Central to the story is Tshembe and the way his world-view is turned upside down;
his experience of the world has left him cynical, not so much about the way white
men treat black men, but about the way all men treat each other. But what he thought
he knew about his own family is challenged when, unconvinced that the current
violence is the right way to get independence, he discovers that his father was a
leader of the terrorist faction.
I don't know what it was about Soutra Gilmour's set, a sliver of a rickety wooden
building in the middle of the revolve, that made me think of Chekhov, but there are
moments when the play does feel reminiscent of his work, in the scenes of people in
a position of privilege who can't quite fathom why it should be at risk, and in the
contrasting characters of the two doctors, Anna Madeley's Marta, well-meaning enough
but blindly accepting the official line that Africans don't want anything better
than the basic services they provide, and Willy (James Fleet,) a cynic who stays at
the mission to do what he can but knows he's more like part of the problem.

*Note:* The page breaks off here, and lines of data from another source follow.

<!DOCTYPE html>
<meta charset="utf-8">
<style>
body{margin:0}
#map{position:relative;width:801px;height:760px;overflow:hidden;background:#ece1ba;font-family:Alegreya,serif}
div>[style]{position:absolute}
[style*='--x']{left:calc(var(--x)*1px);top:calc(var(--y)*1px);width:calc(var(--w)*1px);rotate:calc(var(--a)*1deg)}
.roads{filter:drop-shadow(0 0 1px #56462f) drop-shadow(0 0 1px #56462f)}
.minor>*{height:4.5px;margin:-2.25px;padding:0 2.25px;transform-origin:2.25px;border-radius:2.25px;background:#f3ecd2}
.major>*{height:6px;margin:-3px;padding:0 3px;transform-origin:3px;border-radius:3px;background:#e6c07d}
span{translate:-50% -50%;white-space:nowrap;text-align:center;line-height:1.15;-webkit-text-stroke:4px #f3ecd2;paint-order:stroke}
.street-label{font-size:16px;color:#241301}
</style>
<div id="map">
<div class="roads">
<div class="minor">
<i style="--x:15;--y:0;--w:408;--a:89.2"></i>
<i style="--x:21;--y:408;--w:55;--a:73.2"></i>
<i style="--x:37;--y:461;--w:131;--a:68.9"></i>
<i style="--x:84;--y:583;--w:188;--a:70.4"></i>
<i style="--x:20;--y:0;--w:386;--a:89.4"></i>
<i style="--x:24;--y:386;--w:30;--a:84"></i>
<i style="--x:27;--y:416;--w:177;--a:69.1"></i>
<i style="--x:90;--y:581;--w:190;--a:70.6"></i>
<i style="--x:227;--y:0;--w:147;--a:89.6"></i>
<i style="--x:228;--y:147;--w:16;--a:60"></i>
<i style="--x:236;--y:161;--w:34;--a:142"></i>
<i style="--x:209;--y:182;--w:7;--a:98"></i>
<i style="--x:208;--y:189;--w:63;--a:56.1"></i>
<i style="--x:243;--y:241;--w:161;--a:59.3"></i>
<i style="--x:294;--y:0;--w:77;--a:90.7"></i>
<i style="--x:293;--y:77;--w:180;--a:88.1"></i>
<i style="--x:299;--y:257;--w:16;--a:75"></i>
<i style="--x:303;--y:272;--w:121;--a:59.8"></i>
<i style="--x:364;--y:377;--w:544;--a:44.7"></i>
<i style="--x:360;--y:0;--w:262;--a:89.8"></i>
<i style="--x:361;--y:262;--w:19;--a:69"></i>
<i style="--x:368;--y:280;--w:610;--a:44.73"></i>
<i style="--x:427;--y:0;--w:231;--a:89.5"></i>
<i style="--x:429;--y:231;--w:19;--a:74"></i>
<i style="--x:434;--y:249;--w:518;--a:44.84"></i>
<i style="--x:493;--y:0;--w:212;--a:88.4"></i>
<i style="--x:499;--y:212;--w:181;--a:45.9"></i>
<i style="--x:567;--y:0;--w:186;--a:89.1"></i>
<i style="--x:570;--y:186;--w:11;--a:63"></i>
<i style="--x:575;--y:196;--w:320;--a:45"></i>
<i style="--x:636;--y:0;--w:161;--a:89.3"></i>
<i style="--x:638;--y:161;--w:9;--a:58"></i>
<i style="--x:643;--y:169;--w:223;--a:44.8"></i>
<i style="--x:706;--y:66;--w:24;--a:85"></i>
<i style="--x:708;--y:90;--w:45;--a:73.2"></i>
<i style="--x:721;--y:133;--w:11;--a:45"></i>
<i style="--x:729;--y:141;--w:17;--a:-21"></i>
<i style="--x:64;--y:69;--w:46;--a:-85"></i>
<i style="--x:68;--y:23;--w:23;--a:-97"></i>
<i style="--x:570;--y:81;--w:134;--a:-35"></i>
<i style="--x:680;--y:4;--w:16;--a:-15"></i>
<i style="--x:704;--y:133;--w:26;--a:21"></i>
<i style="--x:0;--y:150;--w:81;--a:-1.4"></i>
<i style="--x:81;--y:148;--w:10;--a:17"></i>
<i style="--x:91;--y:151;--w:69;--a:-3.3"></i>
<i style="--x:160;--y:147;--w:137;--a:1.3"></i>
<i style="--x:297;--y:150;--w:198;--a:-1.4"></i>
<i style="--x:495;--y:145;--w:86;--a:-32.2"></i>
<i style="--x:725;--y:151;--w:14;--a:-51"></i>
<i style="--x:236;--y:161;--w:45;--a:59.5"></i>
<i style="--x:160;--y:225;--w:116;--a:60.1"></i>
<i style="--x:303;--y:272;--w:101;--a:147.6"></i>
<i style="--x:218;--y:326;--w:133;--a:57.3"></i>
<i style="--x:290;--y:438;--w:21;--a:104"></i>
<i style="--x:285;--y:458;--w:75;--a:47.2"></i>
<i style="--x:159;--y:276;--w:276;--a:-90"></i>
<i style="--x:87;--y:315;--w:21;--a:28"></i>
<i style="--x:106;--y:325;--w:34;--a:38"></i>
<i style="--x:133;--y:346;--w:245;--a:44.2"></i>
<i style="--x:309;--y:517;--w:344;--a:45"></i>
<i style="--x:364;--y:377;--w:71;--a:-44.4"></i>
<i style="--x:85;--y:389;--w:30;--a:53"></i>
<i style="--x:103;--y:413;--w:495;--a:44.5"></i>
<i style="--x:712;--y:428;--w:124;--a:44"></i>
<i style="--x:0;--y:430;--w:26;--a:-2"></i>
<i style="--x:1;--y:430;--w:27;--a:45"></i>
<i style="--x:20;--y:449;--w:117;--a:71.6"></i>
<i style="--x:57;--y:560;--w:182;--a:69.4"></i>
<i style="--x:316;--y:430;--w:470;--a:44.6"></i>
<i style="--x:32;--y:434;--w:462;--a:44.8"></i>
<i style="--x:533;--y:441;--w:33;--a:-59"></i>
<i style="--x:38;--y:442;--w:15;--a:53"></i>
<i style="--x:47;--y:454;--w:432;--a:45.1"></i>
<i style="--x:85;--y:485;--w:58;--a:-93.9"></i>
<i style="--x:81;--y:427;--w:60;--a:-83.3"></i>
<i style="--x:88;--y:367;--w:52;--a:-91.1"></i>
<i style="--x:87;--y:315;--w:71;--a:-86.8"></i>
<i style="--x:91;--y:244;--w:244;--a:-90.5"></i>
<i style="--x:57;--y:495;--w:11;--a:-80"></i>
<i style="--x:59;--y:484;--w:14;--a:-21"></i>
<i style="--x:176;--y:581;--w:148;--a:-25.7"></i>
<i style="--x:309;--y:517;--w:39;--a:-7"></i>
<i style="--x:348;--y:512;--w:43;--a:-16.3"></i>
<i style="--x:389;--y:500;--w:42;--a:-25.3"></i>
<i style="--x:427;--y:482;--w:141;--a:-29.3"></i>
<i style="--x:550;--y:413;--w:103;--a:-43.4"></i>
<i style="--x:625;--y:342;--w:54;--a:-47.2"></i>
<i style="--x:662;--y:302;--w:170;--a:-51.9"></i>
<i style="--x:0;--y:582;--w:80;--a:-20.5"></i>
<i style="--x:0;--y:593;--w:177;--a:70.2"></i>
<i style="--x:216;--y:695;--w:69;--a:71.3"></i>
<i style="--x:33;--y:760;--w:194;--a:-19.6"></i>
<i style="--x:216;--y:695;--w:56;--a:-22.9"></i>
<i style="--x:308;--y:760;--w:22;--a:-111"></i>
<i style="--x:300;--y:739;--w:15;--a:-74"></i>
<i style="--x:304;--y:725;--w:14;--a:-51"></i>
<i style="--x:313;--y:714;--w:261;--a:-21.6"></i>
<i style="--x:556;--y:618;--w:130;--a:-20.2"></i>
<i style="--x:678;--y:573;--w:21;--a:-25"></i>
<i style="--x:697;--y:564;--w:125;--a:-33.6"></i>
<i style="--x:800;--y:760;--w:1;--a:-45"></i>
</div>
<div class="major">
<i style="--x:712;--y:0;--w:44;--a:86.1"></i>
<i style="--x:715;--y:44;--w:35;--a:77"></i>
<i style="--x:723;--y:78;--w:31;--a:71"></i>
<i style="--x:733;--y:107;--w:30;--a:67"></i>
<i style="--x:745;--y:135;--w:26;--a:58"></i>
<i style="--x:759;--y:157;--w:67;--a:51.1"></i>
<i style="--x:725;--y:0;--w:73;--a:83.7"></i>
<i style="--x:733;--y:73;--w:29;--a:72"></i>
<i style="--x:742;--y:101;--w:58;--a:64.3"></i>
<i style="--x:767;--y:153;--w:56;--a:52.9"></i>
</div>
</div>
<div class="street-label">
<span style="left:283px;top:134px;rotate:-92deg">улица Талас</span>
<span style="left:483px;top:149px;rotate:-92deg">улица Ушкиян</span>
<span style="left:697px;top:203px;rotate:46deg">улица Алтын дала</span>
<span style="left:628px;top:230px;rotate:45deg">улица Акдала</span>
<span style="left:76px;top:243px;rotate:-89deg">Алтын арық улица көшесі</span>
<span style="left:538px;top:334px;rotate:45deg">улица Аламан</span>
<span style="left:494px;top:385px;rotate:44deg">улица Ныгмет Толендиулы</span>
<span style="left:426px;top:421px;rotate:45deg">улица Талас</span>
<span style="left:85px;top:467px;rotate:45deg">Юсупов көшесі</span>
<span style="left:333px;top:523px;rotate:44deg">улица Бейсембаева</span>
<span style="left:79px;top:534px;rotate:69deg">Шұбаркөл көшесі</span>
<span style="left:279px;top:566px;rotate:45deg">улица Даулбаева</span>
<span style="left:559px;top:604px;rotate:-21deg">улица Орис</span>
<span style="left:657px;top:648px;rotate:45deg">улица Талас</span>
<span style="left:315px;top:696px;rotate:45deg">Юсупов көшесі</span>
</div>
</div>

What gives the play its epic sweep is the way it presents this little world next to
the reality for the natives, as experienced by Tshembe in his return from the wider
world. He soon gets on the wrong side of the establishment in the form of sweaty
racist Major Rice (Clive Francis,) while he has little time for Morris' facile line
of questioning (that he keeps trying to defend as not being the usual facile
line of questioning.) Meanwhile along with the traditional music played by a quartet
of matriarchs, Farber adds atmosphere to the production with the presence of an
unnamed tribal woman (Sheila Atim,) who stalks the stage like a leopard, possibly
representing some kind of spirit of the country itself - as Rice's retaliation
against the rebels gets harsher, she seems to become ill along with the country (I
don't know if this character is an invention of the production, perhaps added
because of the odd lack of black women in the story?)
Judging by the running time on the cast sheet, the production originally looked like
it would come in at three-and-a-half hours, of which Farber has fortunately trimmed
things down by just over half an hour. It's still long but doesn't particularly feel
it, and even if the ending doesn't feel entirely satisfying it's the only point
where the fact that they're working from an unfinished script is ever really
apparent; a strong cast and atmospheric production make this a rediscovery well
worth putting on the National's biggest stage.
Les Blancs by Lorraine Hansberry with adaptations by Robert Nemiroff is booking in
repertory until the 2nd of June at the National Theatre's Olivier.
Running time: 2 hours 55 minutes including interval.